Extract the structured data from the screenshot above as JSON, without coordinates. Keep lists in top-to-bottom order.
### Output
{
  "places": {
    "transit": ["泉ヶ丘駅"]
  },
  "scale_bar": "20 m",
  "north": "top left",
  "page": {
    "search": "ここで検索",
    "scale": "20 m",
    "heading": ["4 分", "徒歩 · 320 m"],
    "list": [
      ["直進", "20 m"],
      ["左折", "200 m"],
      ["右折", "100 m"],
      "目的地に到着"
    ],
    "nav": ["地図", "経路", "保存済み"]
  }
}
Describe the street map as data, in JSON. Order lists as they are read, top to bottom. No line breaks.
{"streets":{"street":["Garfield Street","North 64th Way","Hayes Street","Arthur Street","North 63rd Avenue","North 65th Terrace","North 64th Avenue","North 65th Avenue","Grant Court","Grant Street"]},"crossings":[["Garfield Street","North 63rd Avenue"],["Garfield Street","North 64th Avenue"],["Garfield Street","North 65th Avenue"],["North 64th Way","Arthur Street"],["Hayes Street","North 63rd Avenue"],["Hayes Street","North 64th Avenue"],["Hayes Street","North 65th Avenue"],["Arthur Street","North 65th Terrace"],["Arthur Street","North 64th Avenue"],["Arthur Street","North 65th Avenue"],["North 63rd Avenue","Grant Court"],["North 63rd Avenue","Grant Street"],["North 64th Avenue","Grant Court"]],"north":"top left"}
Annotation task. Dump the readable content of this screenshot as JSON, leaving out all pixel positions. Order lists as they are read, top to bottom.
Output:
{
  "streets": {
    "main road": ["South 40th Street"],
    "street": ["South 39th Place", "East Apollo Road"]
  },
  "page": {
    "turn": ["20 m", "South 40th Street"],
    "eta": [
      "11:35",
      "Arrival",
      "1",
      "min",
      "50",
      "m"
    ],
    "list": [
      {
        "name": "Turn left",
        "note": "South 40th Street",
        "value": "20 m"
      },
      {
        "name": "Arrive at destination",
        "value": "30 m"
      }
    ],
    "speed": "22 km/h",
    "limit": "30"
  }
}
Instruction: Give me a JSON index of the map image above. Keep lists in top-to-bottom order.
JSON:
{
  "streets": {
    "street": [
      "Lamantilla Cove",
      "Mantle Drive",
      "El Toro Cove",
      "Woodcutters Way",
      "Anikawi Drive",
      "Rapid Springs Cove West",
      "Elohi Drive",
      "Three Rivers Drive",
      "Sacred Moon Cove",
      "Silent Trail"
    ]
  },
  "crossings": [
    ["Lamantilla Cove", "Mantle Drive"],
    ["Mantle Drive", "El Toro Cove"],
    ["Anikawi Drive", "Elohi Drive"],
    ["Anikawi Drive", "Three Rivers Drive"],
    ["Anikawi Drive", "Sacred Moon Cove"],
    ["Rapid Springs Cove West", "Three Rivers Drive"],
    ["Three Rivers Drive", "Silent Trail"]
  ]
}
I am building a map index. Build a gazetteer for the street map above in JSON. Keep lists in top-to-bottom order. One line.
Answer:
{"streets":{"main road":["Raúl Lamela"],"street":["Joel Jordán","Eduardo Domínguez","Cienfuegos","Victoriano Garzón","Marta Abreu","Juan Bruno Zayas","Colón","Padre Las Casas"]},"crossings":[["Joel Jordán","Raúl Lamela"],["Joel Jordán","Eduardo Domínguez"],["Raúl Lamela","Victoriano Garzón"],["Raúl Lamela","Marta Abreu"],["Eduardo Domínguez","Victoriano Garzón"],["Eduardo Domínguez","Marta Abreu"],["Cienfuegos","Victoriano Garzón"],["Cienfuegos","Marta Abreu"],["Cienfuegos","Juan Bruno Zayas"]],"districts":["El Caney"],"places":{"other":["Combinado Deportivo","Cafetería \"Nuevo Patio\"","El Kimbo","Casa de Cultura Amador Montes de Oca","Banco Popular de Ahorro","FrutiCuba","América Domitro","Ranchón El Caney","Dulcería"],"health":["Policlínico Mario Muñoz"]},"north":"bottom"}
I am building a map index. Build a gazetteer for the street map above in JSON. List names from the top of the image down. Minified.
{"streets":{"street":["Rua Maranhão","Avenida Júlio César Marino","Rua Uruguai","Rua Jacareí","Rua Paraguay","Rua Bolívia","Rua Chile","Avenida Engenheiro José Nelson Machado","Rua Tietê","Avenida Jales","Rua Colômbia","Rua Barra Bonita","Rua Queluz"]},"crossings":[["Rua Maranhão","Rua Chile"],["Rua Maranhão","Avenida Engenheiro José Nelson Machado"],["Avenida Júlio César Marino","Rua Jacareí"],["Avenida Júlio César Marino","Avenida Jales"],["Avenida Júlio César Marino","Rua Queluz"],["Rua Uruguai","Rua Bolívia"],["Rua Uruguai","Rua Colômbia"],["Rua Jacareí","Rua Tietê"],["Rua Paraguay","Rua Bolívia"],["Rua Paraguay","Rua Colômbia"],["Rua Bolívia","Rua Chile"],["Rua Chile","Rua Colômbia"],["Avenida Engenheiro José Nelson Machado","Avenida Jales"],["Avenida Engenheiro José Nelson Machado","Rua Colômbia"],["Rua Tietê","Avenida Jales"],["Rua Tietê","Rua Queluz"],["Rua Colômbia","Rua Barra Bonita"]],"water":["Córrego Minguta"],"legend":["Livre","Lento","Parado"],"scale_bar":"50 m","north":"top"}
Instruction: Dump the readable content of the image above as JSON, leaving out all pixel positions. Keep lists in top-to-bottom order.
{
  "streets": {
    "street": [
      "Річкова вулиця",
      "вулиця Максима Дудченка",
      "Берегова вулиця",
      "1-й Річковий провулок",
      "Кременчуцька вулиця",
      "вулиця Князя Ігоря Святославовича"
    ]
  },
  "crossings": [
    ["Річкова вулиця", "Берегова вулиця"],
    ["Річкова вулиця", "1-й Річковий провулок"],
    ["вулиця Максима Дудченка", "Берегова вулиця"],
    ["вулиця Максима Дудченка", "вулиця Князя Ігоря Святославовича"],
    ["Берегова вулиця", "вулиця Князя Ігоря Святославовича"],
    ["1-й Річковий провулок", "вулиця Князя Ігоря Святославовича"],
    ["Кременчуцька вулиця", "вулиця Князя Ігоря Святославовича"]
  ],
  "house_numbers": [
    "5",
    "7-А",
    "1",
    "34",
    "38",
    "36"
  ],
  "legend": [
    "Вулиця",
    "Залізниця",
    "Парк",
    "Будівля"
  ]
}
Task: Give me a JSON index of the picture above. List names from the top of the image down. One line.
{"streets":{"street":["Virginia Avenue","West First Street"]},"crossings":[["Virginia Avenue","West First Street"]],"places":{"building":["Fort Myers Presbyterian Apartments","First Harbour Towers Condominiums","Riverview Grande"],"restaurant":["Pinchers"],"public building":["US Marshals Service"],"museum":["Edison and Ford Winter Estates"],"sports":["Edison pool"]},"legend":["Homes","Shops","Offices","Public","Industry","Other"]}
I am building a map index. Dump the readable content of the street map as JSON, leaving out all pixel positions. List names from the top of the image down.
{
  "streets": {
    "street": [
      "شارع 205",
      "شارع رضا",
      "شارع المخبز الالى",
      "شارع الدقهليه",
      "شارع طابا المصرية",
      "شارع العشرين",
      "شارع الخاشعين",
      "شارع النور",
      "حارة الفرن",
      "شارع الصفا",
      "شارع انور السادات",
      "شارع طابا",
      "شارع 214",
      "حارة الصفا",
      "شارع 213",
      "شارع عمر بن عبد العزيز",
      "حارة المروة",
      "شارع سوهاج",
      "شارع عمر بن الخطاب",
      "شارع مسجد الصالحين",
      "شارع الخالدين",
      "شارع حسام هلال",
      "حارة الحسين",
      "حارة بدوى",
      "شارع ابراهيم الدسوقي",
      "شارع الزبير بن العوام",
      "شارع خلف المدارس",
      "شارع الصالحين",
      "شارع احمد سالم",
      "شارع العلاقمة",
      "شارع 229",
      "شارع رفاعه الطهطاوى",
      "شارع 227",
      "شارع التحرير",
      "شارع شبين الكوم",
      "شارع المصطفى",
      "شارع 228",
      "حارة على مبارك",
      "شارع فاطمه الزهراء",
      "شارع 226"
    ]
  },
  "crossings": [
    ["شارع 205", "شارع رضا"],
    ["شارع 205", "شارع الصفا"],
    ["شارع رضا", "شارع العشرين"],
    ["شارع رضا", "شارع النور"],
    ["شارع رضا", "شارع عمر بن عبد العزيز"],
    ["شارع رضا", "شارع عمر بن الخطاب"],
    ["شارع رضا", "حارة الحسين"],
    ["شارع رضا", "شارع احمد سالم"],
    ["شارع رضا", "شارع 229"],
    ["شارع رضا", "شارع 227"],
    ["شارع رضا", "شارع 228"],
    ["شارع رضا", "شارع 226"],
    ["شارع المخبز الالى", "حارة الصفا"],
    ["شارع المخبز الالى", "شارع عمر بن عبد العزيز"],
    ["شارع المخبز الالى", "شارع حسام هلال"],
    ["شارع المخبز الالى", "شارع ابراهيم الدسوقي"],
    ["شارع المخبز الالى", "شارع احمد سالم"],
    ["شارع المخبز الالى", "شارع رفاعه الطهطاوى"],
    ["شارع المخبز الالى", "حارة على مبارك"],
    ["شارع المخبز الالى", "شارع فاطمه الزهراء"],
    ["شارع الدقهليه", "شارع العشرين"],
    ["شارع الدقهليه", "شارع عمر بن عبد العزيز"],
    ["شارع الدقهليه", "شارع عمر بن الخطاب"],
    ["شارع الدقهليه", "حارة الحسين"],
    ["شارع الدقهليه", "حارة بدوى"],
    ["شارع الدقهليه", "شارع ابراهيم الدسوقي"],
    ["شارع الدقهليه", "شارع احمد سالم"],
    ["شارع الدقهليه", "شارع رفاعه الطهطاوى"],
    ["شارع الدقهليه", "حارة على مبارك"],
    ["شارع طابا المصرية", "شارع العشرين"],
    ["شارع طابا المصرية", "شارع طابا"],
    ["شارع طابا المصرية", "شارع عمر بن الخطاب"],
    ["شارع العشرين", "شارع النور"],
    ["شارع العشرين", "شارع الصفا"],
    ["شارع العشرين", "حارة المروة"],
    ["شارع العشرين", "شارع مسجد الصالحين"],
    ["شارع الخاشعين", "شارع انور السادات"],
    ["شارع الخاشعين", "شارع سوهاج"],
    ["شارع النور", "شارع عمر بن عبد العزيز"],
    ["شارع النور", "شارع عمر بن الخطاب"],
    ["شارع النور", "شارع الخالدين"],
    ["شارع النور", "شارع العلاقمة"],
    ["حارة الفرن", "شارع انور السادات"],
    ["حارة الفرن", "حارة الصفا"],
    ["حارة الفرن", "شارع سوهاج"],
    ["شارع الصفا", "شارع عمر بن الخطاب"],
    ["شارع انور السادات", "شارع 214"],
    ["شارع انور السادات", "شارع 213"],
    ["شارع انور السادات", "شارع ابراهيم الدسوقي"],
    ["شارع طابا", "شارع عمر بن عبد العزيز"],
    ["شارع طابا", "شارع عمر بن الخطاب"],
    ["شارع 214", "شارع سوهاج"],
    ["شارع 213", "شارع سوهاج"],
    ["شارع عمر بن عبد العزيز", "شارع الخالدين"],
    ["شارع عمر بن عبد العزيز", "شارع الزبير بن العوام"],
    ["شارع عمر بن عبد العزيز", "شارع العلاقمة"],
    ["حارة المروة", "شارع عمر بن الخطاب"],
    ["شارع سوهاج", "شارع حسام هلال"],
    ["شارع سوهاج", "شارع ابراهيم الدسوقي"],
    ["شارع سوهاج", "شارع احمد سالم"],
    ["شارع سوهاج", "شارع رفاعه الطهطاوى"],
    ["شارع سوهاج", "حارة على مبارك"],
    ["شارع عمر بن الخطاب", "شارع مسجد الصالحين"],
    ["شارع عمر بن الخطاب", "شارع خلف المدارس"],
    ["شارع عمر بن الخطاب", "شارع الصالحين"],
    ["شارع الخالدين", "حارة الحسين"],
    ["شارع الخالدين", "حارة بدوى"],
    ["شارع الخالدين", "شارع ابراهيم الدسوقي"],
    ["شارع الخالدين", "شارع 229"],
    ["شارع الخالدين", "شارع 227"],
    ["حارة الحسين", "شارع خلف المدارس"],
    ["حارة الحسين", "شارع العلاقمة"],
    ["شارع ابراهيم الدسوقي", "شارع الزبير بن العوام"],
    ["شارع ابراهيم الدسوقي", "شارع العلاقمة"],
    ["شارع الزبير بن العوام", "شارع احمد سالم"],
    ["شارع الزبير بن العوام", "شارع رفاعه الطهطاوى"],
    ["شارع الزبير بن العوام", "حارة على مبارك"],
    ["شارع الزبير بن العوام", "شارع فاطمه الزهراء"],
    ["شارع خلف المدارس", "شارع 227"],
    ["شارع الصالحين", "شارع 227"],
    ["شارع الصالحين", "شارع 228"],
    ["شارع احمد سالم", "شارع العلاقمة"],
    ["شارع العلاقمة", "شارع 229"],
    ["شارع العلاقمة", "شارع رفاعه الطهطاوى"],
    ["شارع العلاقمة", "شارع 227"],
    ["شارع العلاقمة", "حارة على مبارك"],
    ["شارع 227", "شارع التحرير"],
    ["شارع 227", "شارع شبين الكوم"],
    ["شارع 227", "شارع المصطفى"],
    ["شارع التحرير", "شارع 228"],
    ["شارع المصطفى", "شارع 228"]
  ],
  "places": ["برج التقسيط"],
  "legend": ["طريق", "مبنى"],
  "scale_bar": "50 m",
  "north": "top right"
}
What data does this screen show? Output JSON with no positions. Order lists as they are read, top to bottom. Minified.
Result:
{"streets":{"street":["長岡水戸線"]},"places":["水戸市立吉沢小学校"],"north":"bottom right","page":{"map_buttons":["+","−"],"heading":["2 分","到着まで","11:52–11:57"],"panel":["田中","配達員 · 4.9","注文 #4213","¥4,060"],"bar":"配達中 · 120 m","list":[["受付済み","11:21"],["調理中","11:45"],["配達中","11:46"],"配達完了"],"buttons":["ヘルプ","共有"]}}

────

### Work instruction:
With the string "image" as the key, filter the data above and show the lines that match.

### Answer box:
Instruction: Give me a JSON index of the map image above. Keep lists in top-to-bottom order.
I am building a map index. Build a gazetteer for the street map above in JSON. List names from the top of the image down. Minified.
Instruction: Dump the readable content of the image above as JSON, leaving out all pixel positions. Keep lists in top-to-bottom order.
Task: Give me a JSON index of the picture above. List names from the top of the image down. One line.
I am building a map index. Dump the readable content of the street map as JSON, leaving out all pixel positions. List names from the top of the image down.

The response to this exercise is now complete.